WHAT TO WORK ON: Work through the material below and tally the lines holding "Write"; only the tally should be returned.

DATA FOR THE TASK:
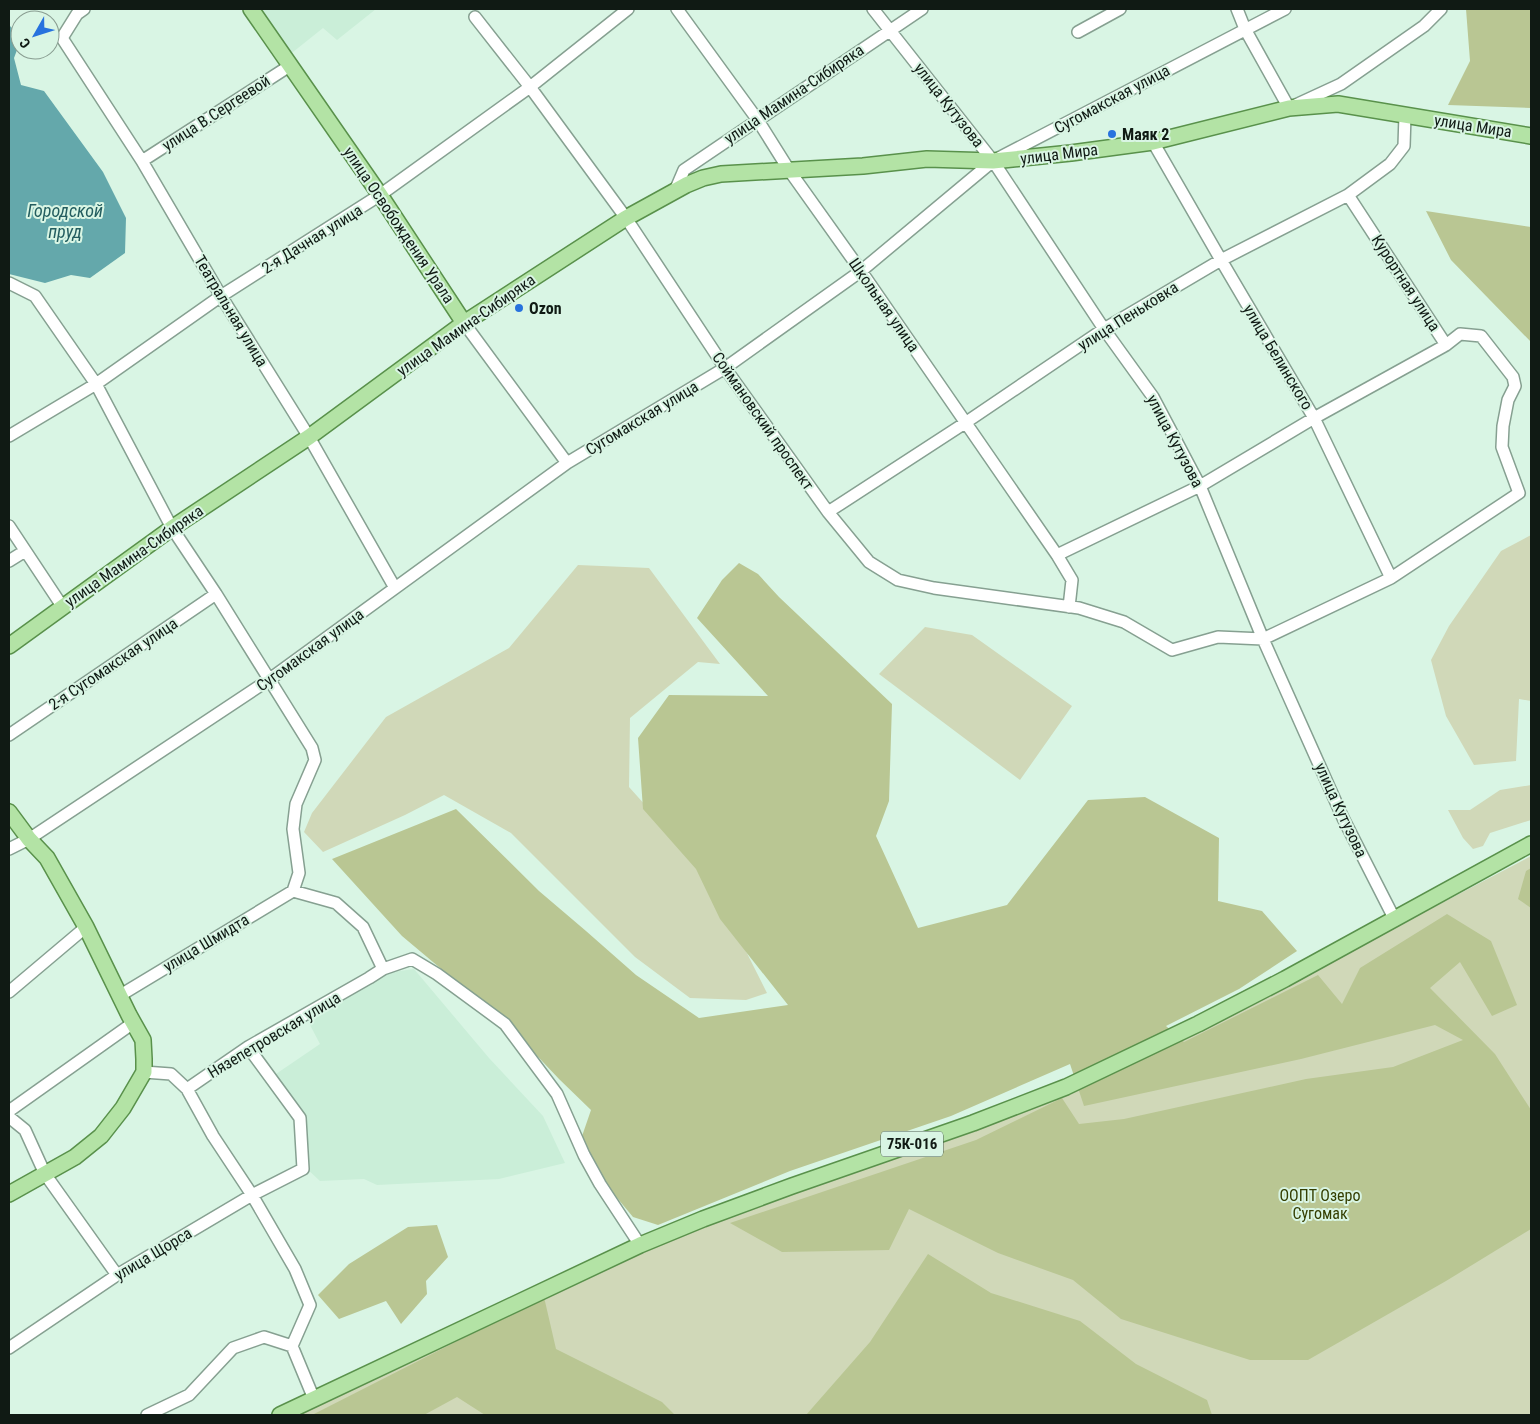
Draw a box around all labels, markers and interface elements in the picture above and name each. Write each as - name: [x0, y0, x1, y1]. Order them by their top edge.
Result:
- north arrow: [10, 10, 60, 60]
- text: С: [16, 35, 34, 51]
- street label: улица Мамина-Сибиряка: [721, 40, 867, 148]
- street label: улица Кутузова: [910, 59, 988, 151]
- street label: Сугомакская улица: [1051, 61, 1173, 137]
- street label: улица В.Сергеевой: [158, 71, 274, 155]
- street label: улица Мира: [1433, 111, 1513, 141]
- place label: Маяк 2: [1122, 125, 1169, 144]
- marker: Маяк 2: [1106, 128, 1118, 140]
- street label: улица Мира: [1019, 140, 1099, 168]
- street label: улица Освобождения Урала: [339, 143, 459, 307]
- water label: Городской пруд: [27, 200, 103, 242]
- street label: 2-я Дачная улица: [258, 200, 366, 278]
- street label: Курортная улица: [1368, 231, 1444, 335]
- street label: Театральная улица: [190, 252, 272, 370]
- street label: Школьная улица: [845, 254, 923, 356]
- street label: улица Мамина-Сибиряка: [393, 270, 539, 380]
- street label: улица Пеньковка: [1074, 278, 1182, 354]
- place label: Ozon: [529, 299, 562, 318]
- street label: улица Белинского: [1239, 301, 1317, 413]
- marker: Ozon: [513, 302, 525, 314]
- street label: Соймановский проспект: [708, 348, 818, 494]
- street label: Сугомакская улица: [582, 377, 702, 459]
- street label: улица Кутузова: [1143, 391, 1207, 491]
- street label: улица Мамина-Сибиряка: [61, 501, 207, 611]
- street label: Сугомакская улица: [253, 605, 367, 695]
- street label: 2-я Сугомакская улица: [45, 614, 181, 714]
- street label: улица Кутузова: [1311, 760, 1371, 860]
- street label: улица Шмидта: [160, 910, 252, 976]
- street label: Нязепетровская улица: [204, 988, 344, 1082]
- road number: 75К-016: [881, 1132, 943, 1156]
- park label: ООПТ Озеро Сугомак: [1279, 1186, 1361, 1223]
- street label: улица Щорса: [111, 1223, 195, 1285]

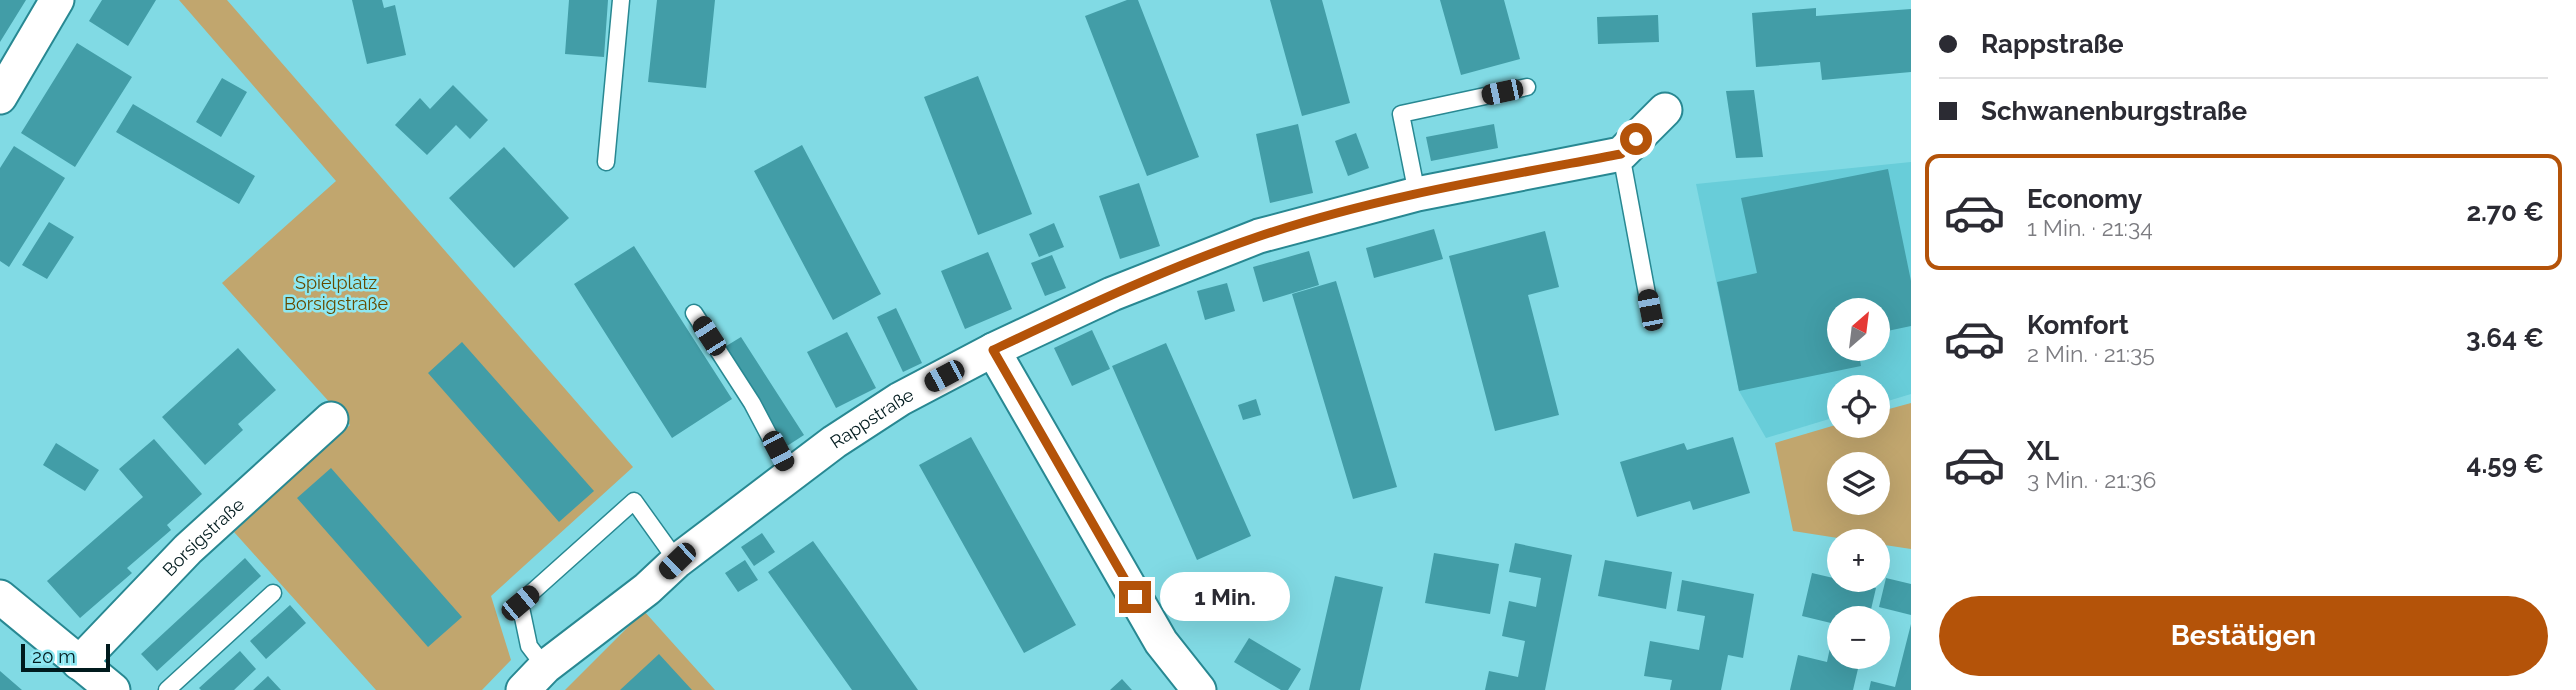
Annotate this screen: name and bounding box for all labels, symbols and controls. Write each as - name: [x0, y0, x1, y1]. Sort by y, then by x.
- text: Rappstraße: [1981, 29, 2124, 59]
- car: [1480, 77, 1525, 107]
- text: Schwanenburgstraße: [1981, 96, 2247, 126]
- route start: [1620, 123, 1652, 155]
- icon: car: [1943, 181, 2006, 244]
- text: Economy: [2027, 184, 2142, 214]
- text: 2.70 €: [2466, 197, 2544, 227]
- text: 1 Min. · 21:34: [2027, 214, 2153, 241]
- park label: Spielplatz Borsigstraße: [284, 272, 388, 314]
- car: [1636, 287, 1665, 333]
- north arrow: [1827, 298, 1890, 360]
- map controls: [1827, 298, 1890, 669]
- icon: car: [1943, 307, 2006, 370]
- text: Komfort: [2027, 310, 2129, 340]
- car: [689, 313, 730, 359]
- text: 3.64 €: [2466, 323, 2544, 353]
- text: 2 Min. · 21:35: [2027, 340, 2155, 367]
- car: [921, 357, 968, 395]
- button: locate: [1827, 375, 1890, 438]
- street label: Rappstraße: [826, 383, 917, 452]
- car: [759, 428, 798, 474]
- icon: car: [1943, 433, 2006, 496]
- text: XL: [2027, 436, 2059, 466]
- text: 4.59 €: [2467, 449, 2544, 479]
- button: layers: [1827, 452, 1890, 515]
- text: 3 Min. · 21:36: [2027, 466, 2156, 493]
- street label: Borsigstraße: [158, 493, 248, 580]
- button: +: [1827, 529, 1890, 592]
- car: [655, 539, 700, 583]
- callout: 1 Min.: [1160, 572, 1289, 622]
- car: [498, 581, 543, 625]
- route end: [1119, 581, 1151, 613]
- text: 1 Min.: [1194, 583, 1256, 610]
- button: Bestätigen: [1939, 596, 2548, 676]
- button: −: [1827, 606, 1890, 669]
- scale bar: [21, 641, 110, 673]
- text: 20 m: [32, 645, 76, 667]

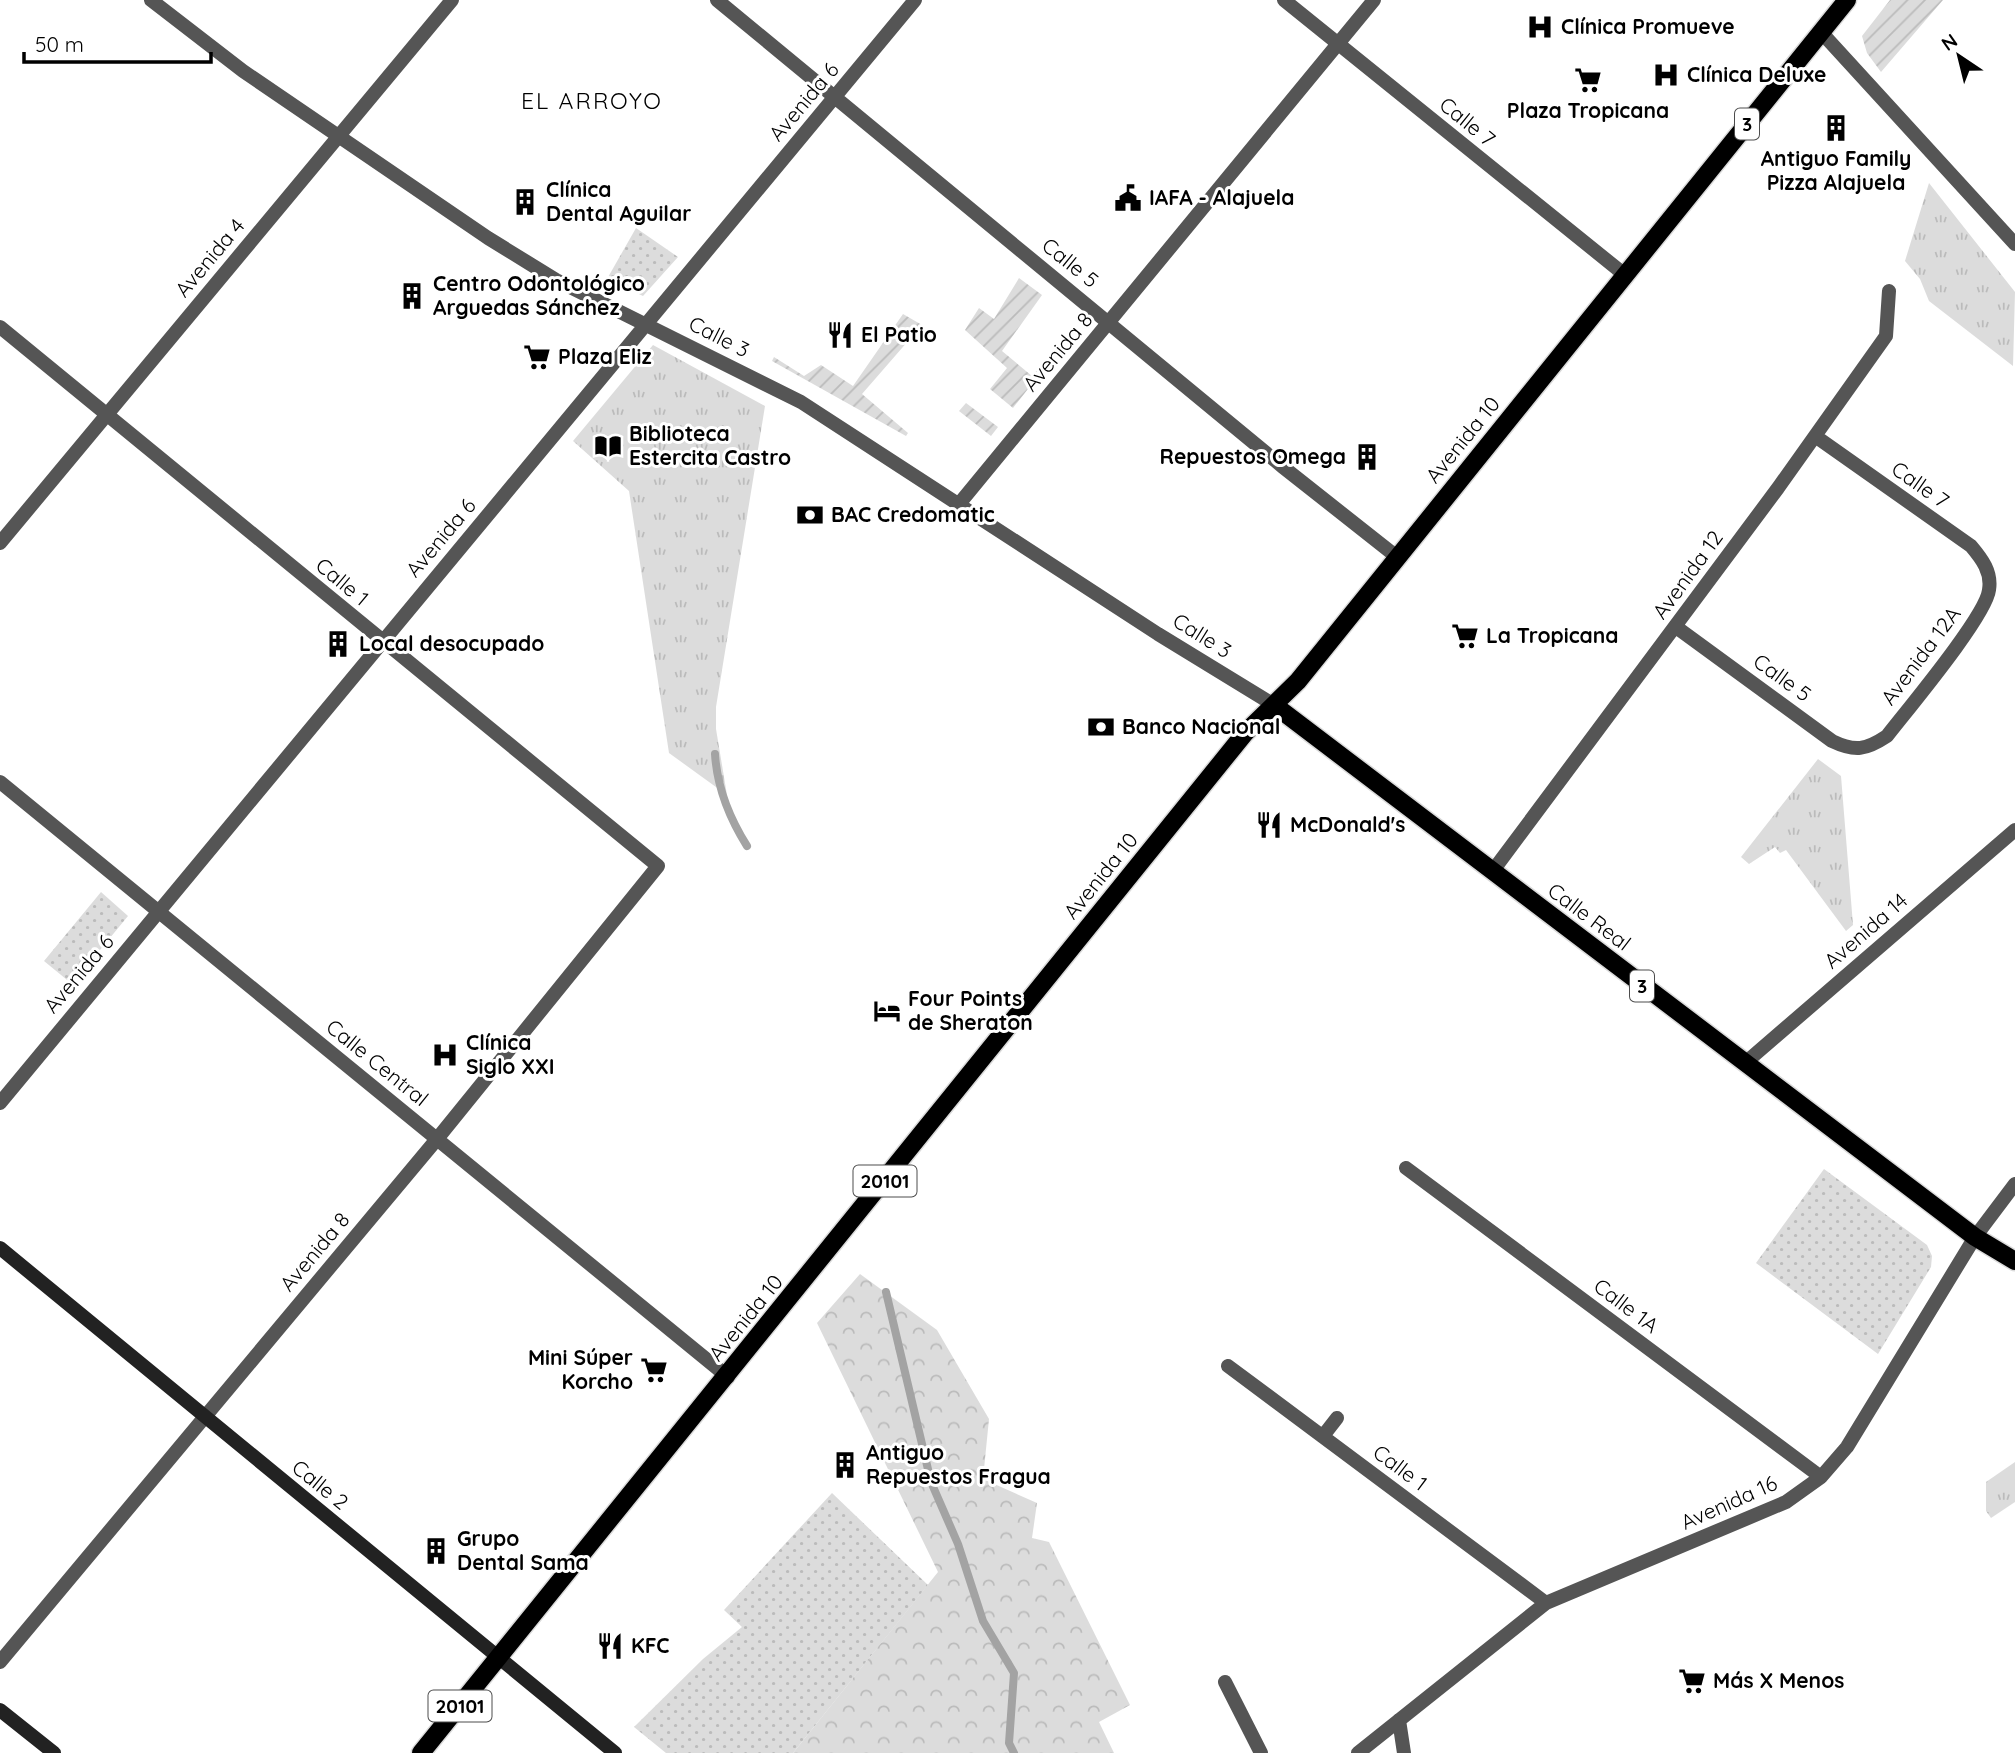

SOLVED EXERCISE: 2